## PROBLEM TO SOLVE
Each entry must be given again exactly; images do not belong in the copy.

[INPUT MATERIAL — start]

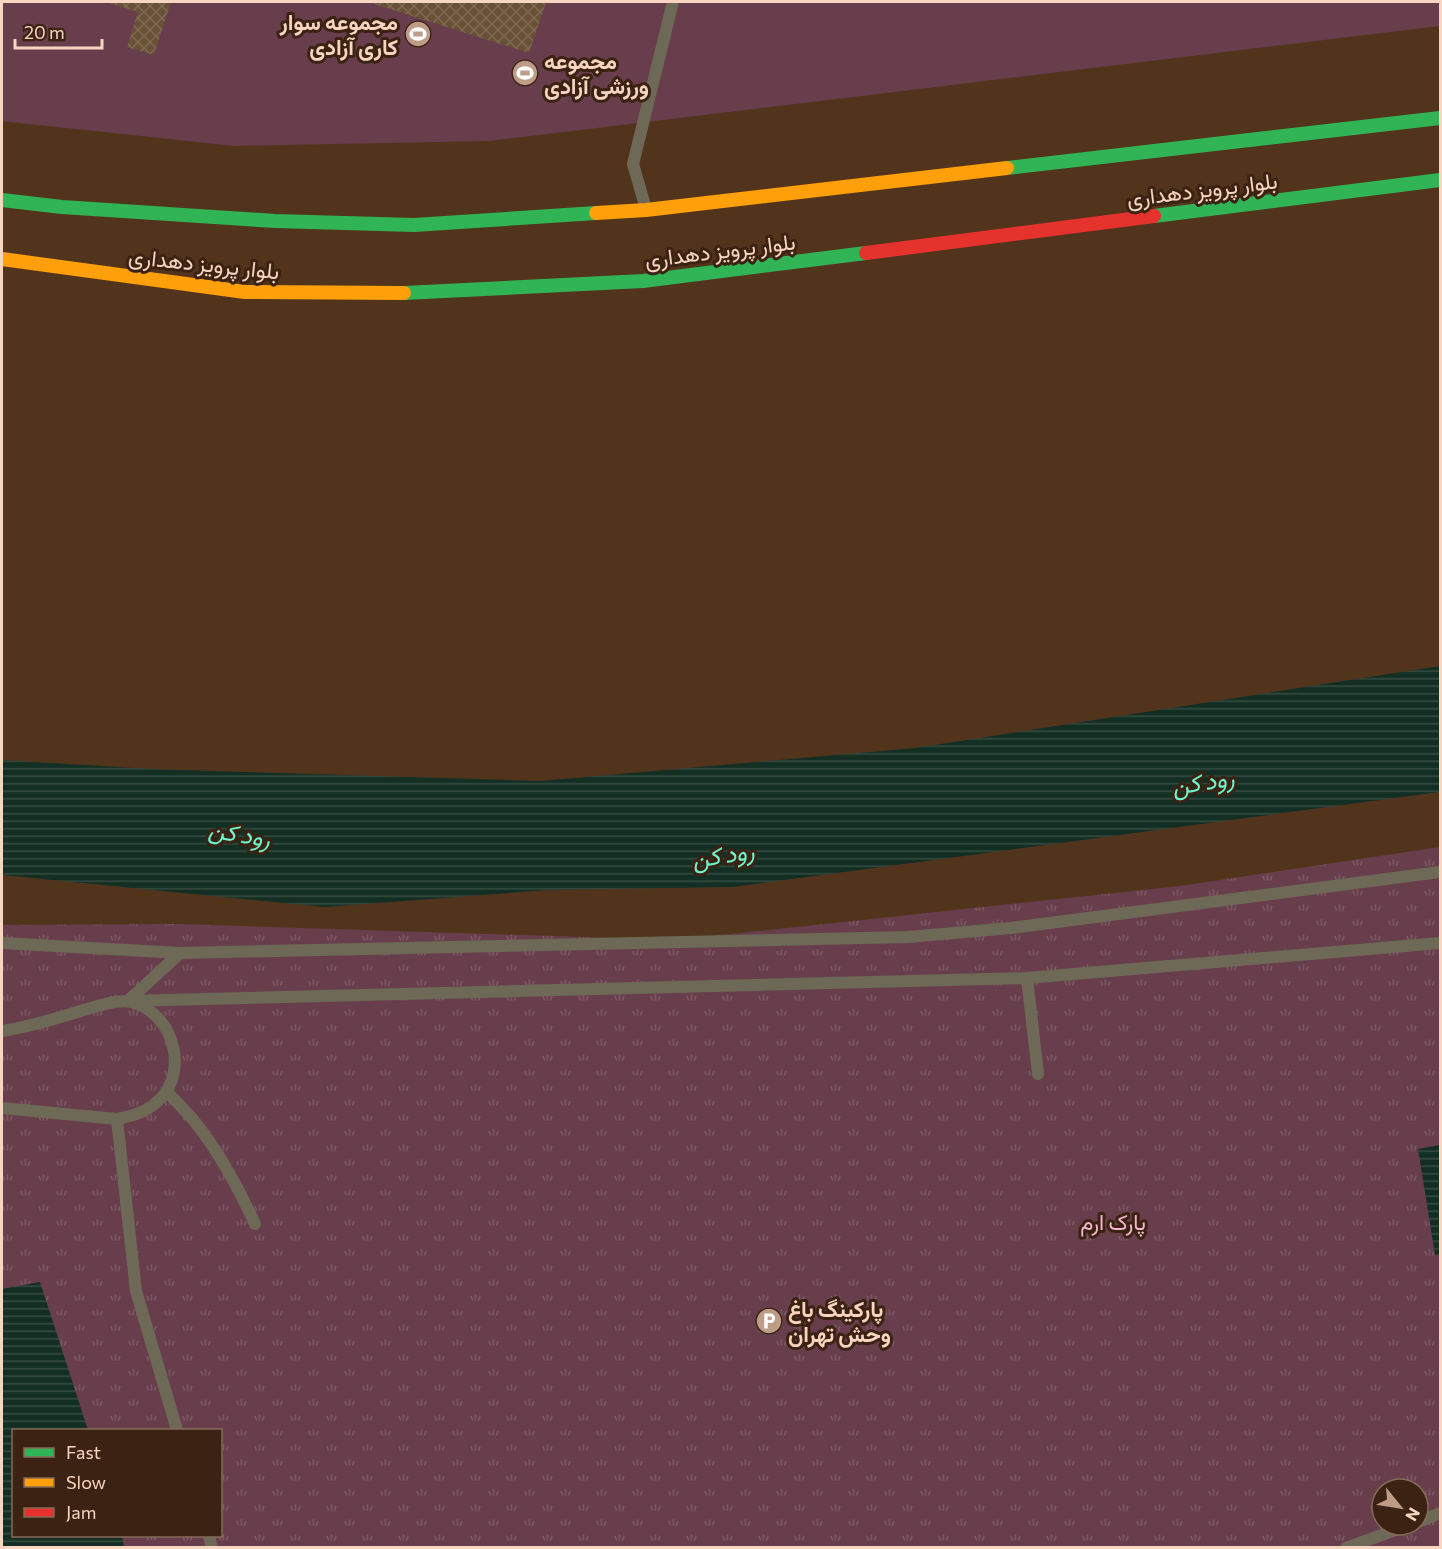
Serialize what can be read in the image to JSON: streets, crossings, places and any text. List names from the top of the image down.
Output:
{
  "streets": {
    "main road": ["بلوار پرویز دهداری"]
  },
  "water": ["رود کن"],
  "parks": ["پارک ارم"],
  "places": {
    "sports": ["مجموعه سوار کاری آزادی", "مجموعه ورزشی آزادی"],
    "parking": ["پارکینگ باغ وحش تهران"]
  },
  "legend": ["Fast", "Slow", "Jam"],
  "scale_bar": "20 m",
  "north": "bottom right"
}
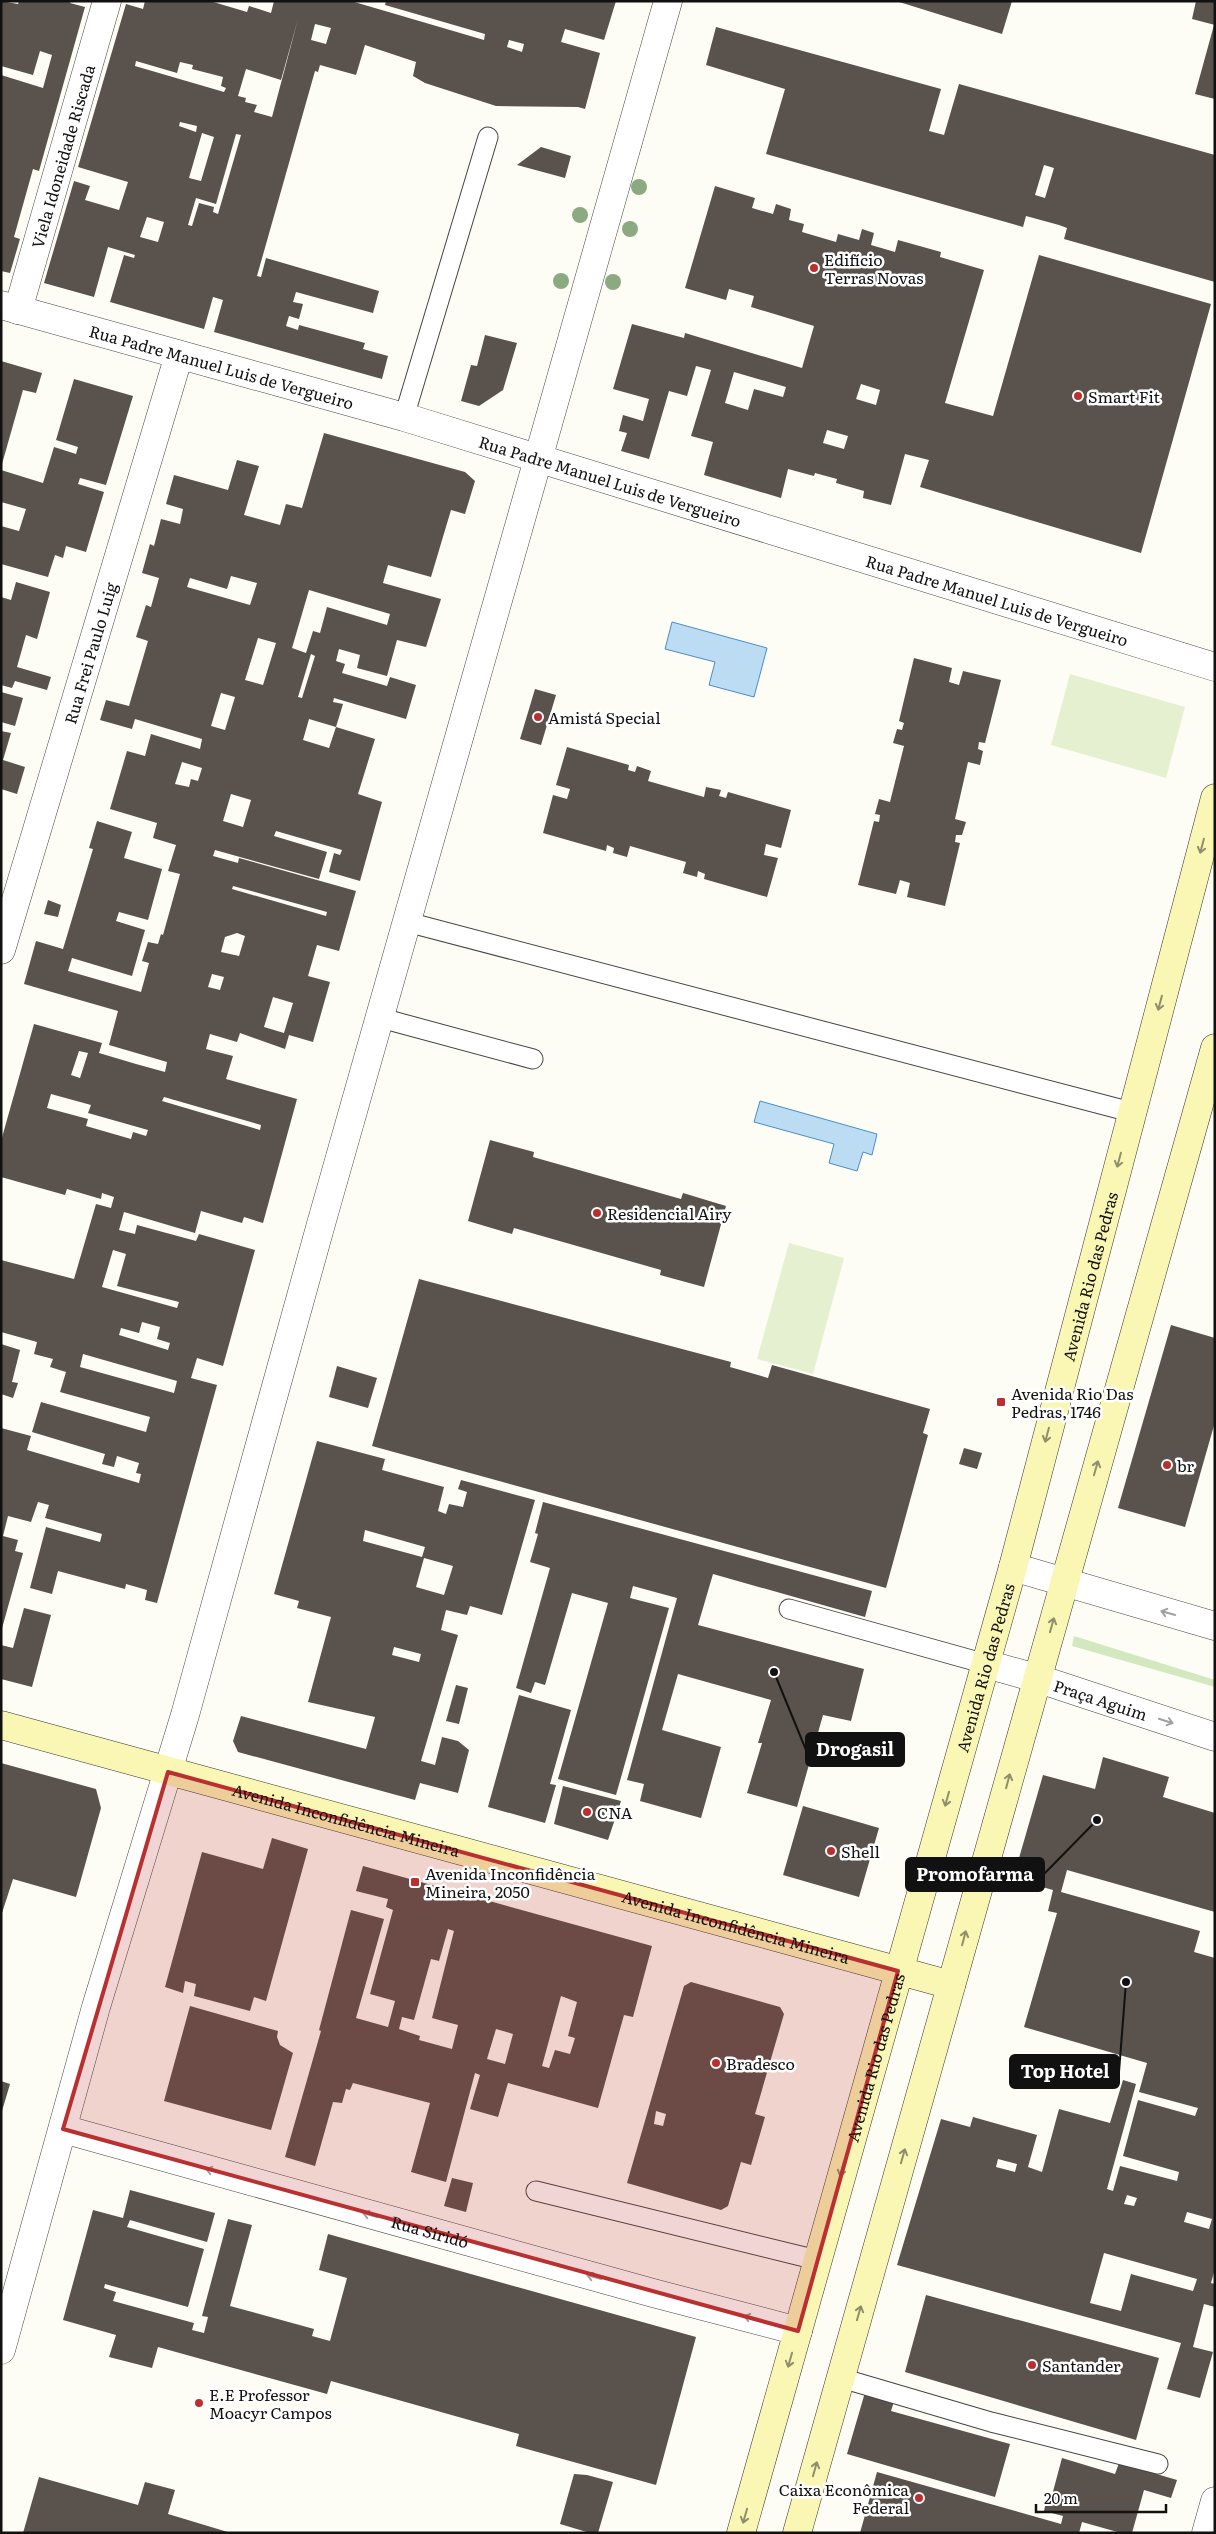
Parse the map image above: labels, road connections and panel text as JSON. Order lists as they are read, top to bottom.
{
  "streets": {
    "main road": ["Avenida Rio das Pedras", "Avenida Inconfidência Mineira"],
    "street": [
      "Viela Idoneidade Riscada",
      "Rua Padre Manuel Luis de Vergueiro",
      "Rua Frei Paulo Luig",
      "Praça Aguim",
      "Rua Siridó"
    ]
  },
  "crossings": [
    ["Viela Idoneidade Riscada", "Rua Padre Manuel Luis de Vergueiro"],
    ["Rua Padre Manuel Luis de Vergueiro", "Rua Frei Paulo Luig"],
    ["Avenida Rio das Pedras", "Praça Aguim"],
    ["Avenida Rio das Pedras", "Avenida Inconfidência Mineira"],
    ["Avenida Rio das Pedras", "Rua Siridó"]
  ],
  "one_way": ["Rua Siridó"],
  "places": {
    "other": [
      "Edifício Terras Novas",
      "Smart Fit",
      "Amistá Special",
      "Residencial Airy",
      "br",
      "Drogasil",
      "CNA",
      "Promofarma",
      "Shell",
      "Top Hotel",
      "Bradesco",
      "Santander",
      "E.E Professor Moacyr Campos",
      "Caixa Econômica Federal"
    ],
    "transit": ["Avenida Rio Das Pedras, 1746", "Avenida Inconfidência Mineira, 2050"]
  },
  "scale_bar": "20 m"
}
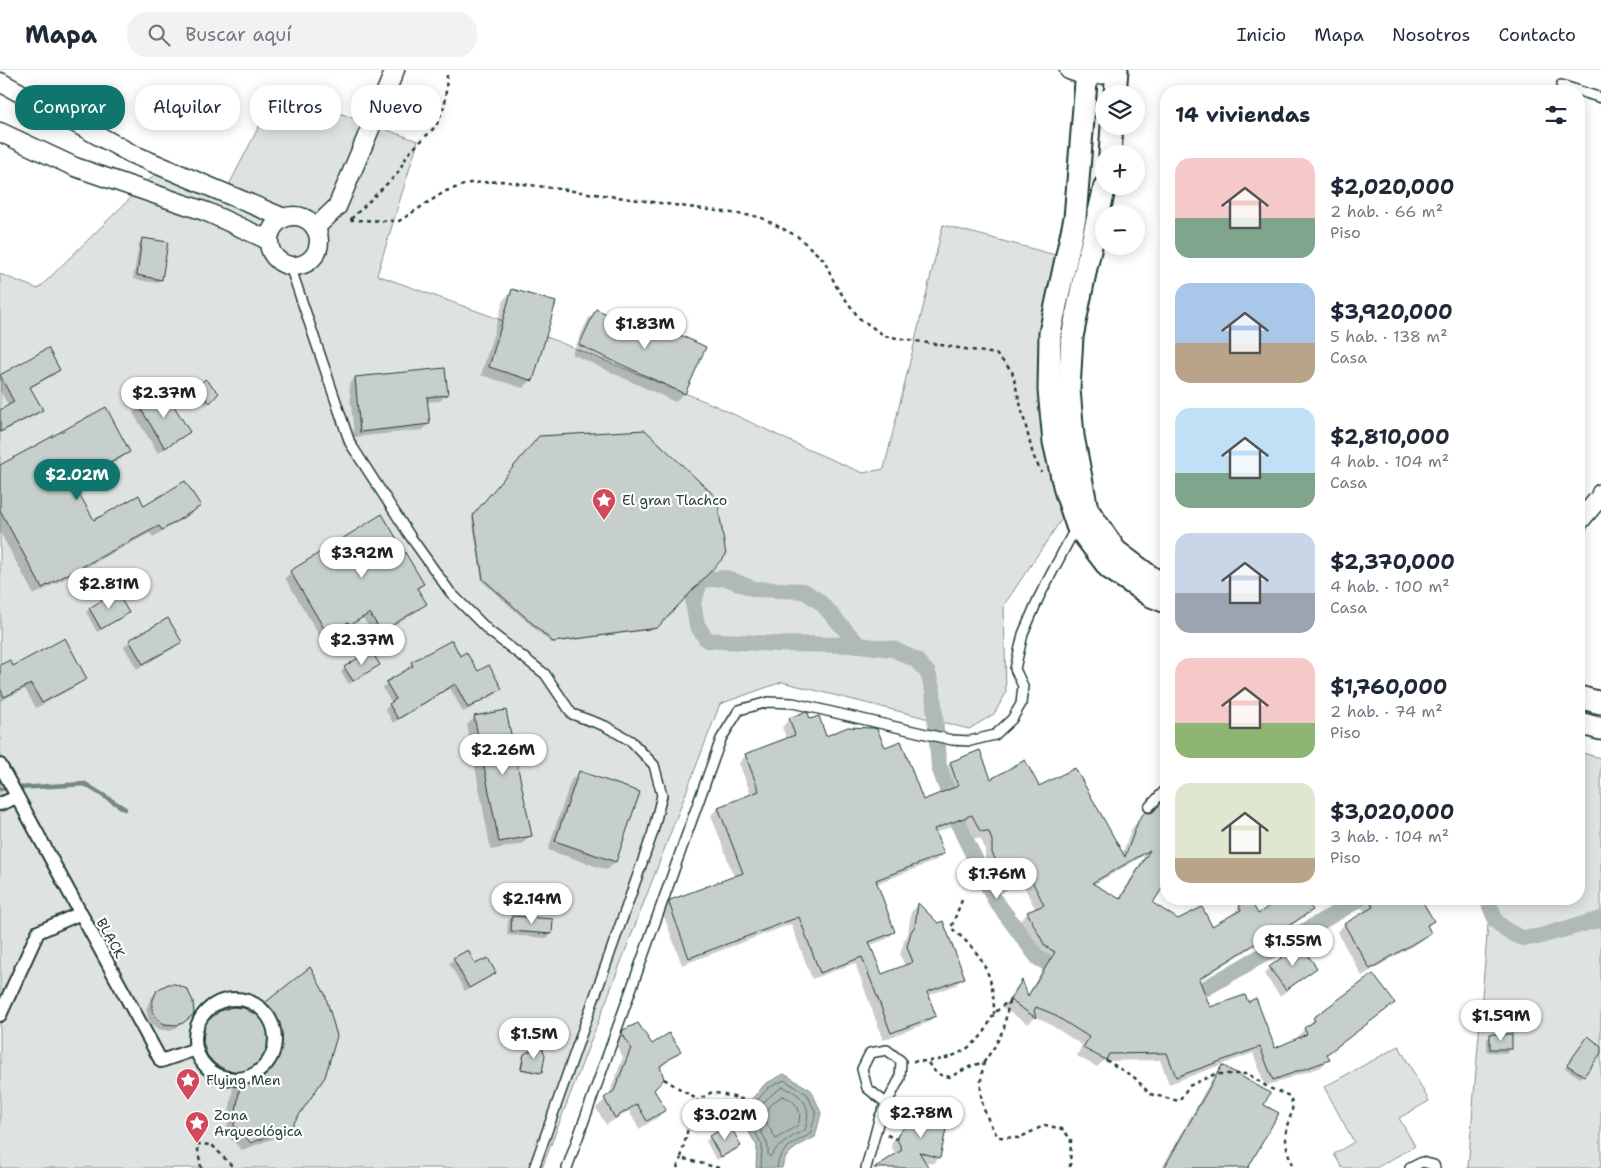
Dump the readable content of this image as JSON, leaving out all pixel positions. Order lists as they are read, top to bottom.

[INPUT MATERIAL — finish]

## ANSWER SPACE
Serialize what can be read in the image to JSON: streets, crossings, places and any text. List names from the top of the image down.
Output:
{
  "streets": {
    "main road": ["بلوار پرویز دهداری"]
  },
  "water": ["رود کن"],
  "parks": ["پارک ارم"],
  "places": {
    "sports": ["مجموعه سوار کاری آزادی", "مجموعه ورزشی آزادی"],
    "parking": ["پارکینگ باغ وحش تهران"]
  },
  "legend": ["Fast", "Slow", "Jam"],
  "scale_bar": "20 m",
  "north": "bottom right"
}
Parse the map image above: labels, road connections and panel text as JSON. Order lists as they are read, top to bottom.
{
  "streets": {
    "main road": ["Avenida Rio das Pedras", "Avenida Inconfidência Mineira"],
    "street": [
      "Viela Idoneidade Riscada",
      "Rua Padre Manuel Luis de Vergueiro",
      "Rua Frei Paulo Luig",
      "Praça Aguim",
      "Rua Siridó"
    ]
  },
  "crossings": [
    ["Viela Idoneidade Riscada", "Rua Padre Manuel Luis de Vergueiro"],
    ["Rua Padre Manuel Luis de Vergueiro", "Rua Frei Paulo Luig"],
    ["Avenida Rio das Pedras", "Praça Aguim"],
    ["Avenida Rio das Pedras", "Avenida Inconfidência Mineira"],
    ["Avenida Rio das Pedras", "Rua Siridó"]
  ],
  "one_way": ["Rua Siridó"],
  "places": {
    "other": [
      "Edifício Terras Novas",
      "Smart Fit",
      "Amistá Special",
      "Residencial Airy",
      "br",
      "Drogasil",
      "CNA",
      "Promofarma",
      "Shell",
      "Top Hotel",
      "Bradesco",
      "Santander",
      "E.E Professor Moacyr Campos",
      "Caixa Econômica Federal"
    ],
    "transit": ["Avenida Rio Das Pedras, 1746", "Avenida Inconfidência Mineira, 2050"]
  },
  "scale_bar": "20 m"
}
Dump the readable content of this image as JSON, leaving out all pixel positions. Order lists as they are read, top to bottom.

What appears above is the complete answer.